WORK TASK: Review the material line by line. Identify and copy every line that contains the string "TORREY".
──────
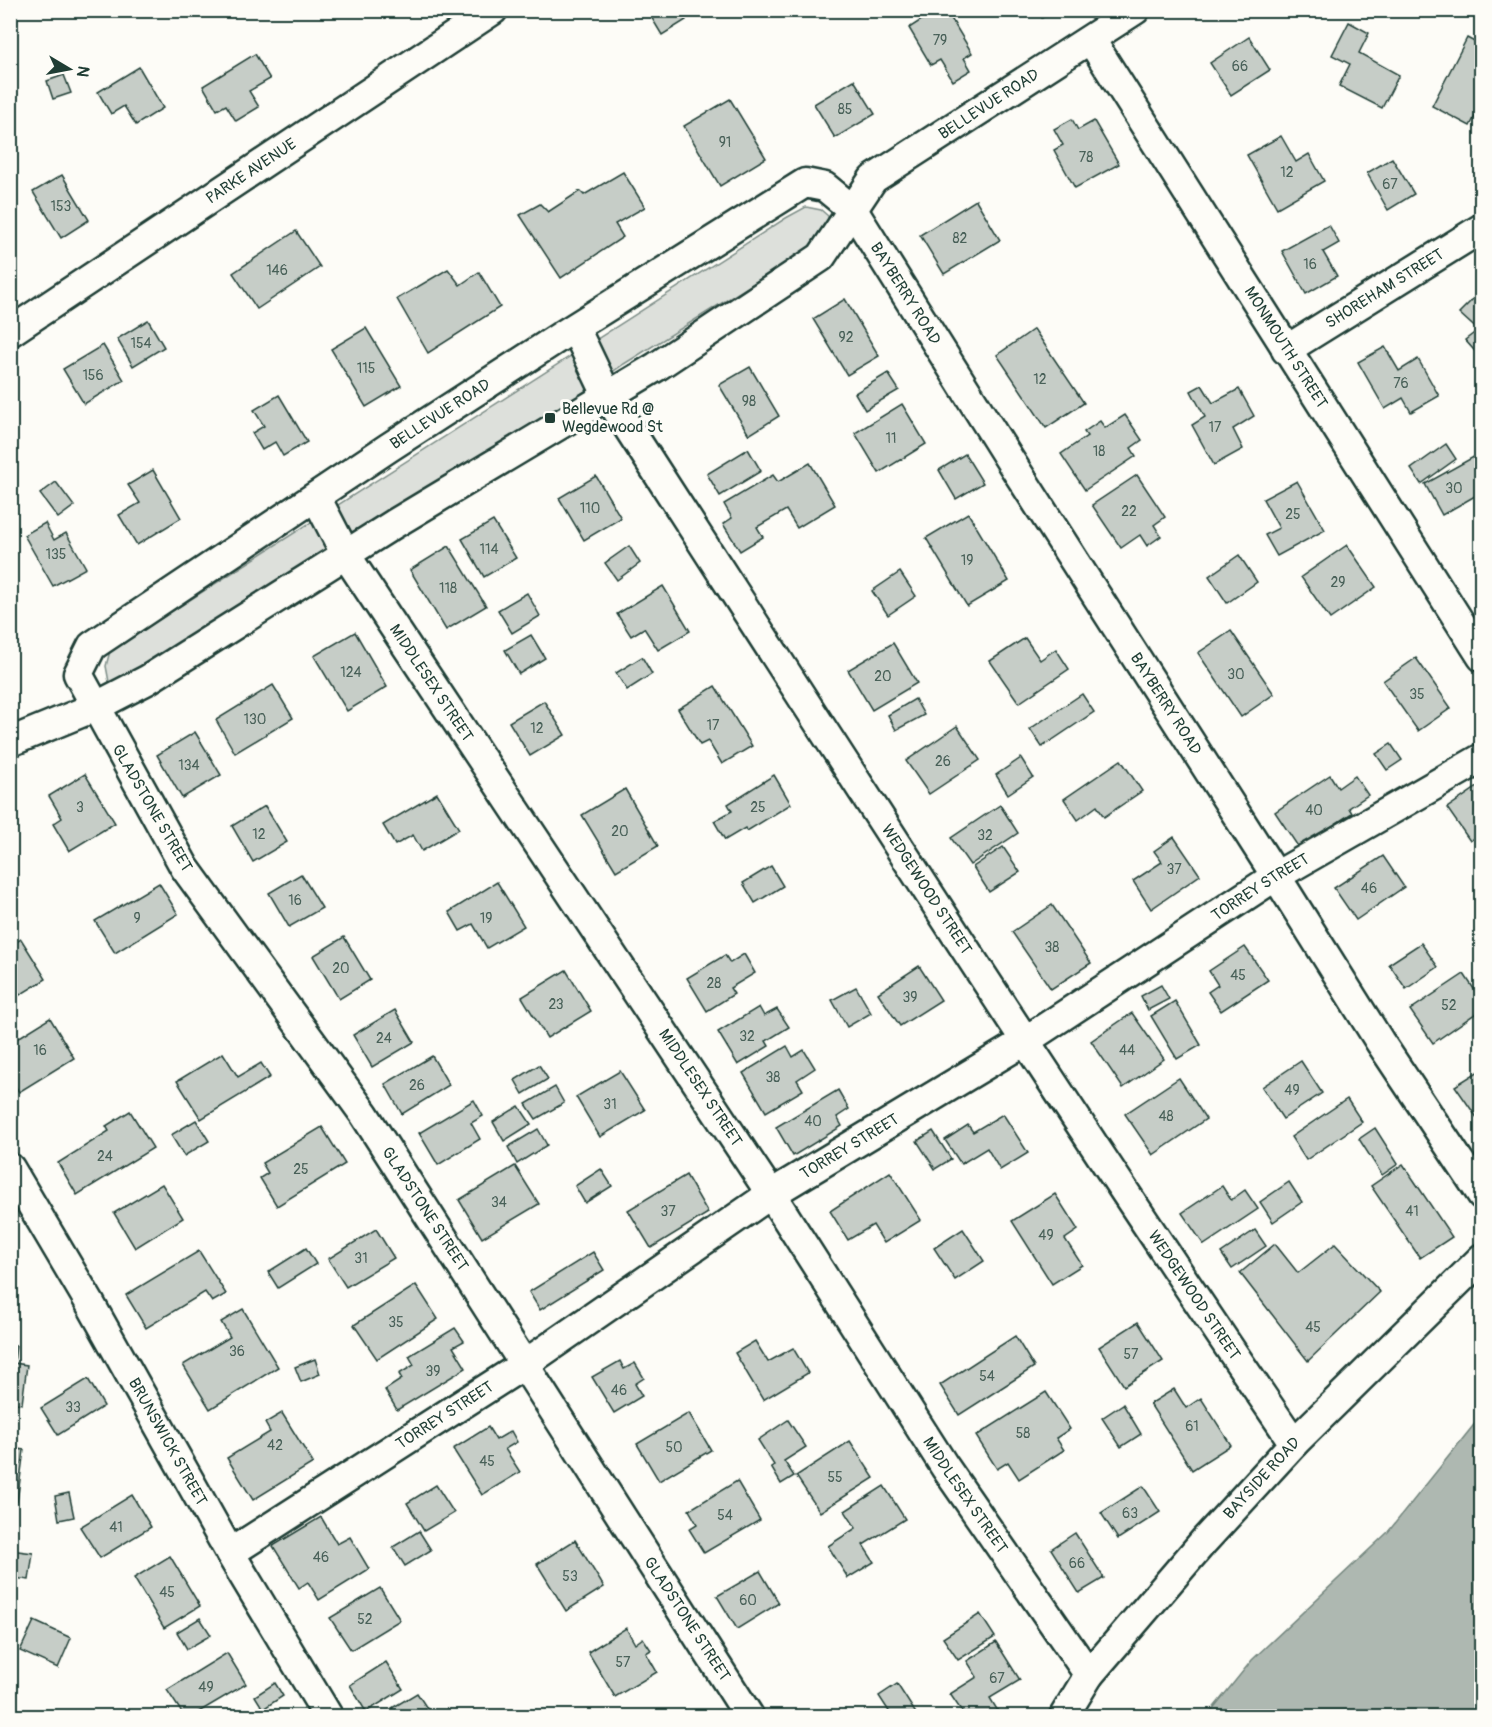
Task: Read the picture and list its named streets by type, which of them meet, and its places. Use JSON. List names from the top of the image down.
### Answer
{
  "streets": {
    "street": [
      "BELLEVUE ROAD",
      "PARKE AVENUE",
      "SHOREHAM STREET",
      "BAYBERRY ROAD",
      "MONMOUTH STREET",
      "MIDDLESEX STREET",
      "GLADSTONE STREET",
      "TORREY STREET",
      "WEDGEWOOD STREET",
      "BRUNSWICK STREET",
      "BAYSIDE ROAD"
    ]
  },
  "crossings": [
    ["BELLEVUE ROAD", "BAYBERRY ROAD"],
    ["BELLEVUE ROAD", "MONMOUTH STREET"],
    ["BELLEVUE ROAD", "MIDDLESEX STREET"],
    ["BELLEVUE ROAD", "GLADSTONE STREET"],
    ["BELLEVUE ROAD", "WEDGEWOOD STREET"],
    ["SHOREHAM STREET", "MONMOUTH STREET"],
    ["BAYBERRY ROAD", "TORREY STREET"],
    ["MIDDLESEX STREET", "TORREY STREET"],
    ["MIDDLESEX STREET", "BAYSIDE ROAD"],
    ["GLADSTONE STREET", "TORREY STREET"],
    ["TORREY STREET", "WEDGEWOOD STREET"],
    ["TORREY STREET", "BRUNSWICK STREET"],
    ["WEDGEWOOD STREET", "BAYSIDE ROAD"]
  ],
  "places": {
    "transit": ["Bellevue Rd @ Wegdewood St"]
  },
  "house_numbers": [
    "79",
    "66",
    "85",
    "91",
    "78",
    "12",
    "67",
    "153",
    "82",
    "16",
    "146",
    "92",
    "154",
    "115",
    "156",
    "12",
    "76",
    "98",
    "17",
    "11",
    "18",
    "30",
    "110",
    "22",
    "25",
    "114",
    "135",
    "19",
    "29",
    "118",
    "124",
    "30",
    "20",
    "35",
    "130",
    "17",
    "12",
    "26",
    "134",
    "3",
    "25",
    "40",
    "20",
    "12",
    "32",
    "37",
    "46",
    "16",
    "9",
    "19",
    "38",
    "20",
    "45",
    "28",
    "39",
    "23",
    "52",
    "32",
    "24",
    "16",
    "44",
    "38",
    "26",
    "49",
    "31",
    "48",
    "40",
    "24",
    "25",
    "34",
    "37",
    "41",
    "49",
    "31",
    "35",
    "45",
    "36",
    "57",
    "39",
    "54",
    "46",
    "33",
    "61",
    "58",
    "42",
    "50",
    "45",
    "55",
    "63",
    "54",
    "41",
    "46",
    "66",
    "53",
    "45",
    "60",
    "52",
    "57",
    "67",
    "49"
  ],
  "north": "right"
}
──────
ANSWER TO THE PROBLEM:
      "TORREY STREET",
    ["BAYBERRY ROAD", "TORREY STREET"],
    ["MIDDLESEX STREET", "TORREY STREET"],
    ["GLADSTONE STREET", "TORREY STREET"],
    ["TORREY STREET", "WEDGEWOOD STREET"],
    ["TORREY STREET", "BRUNSWICK STREET"],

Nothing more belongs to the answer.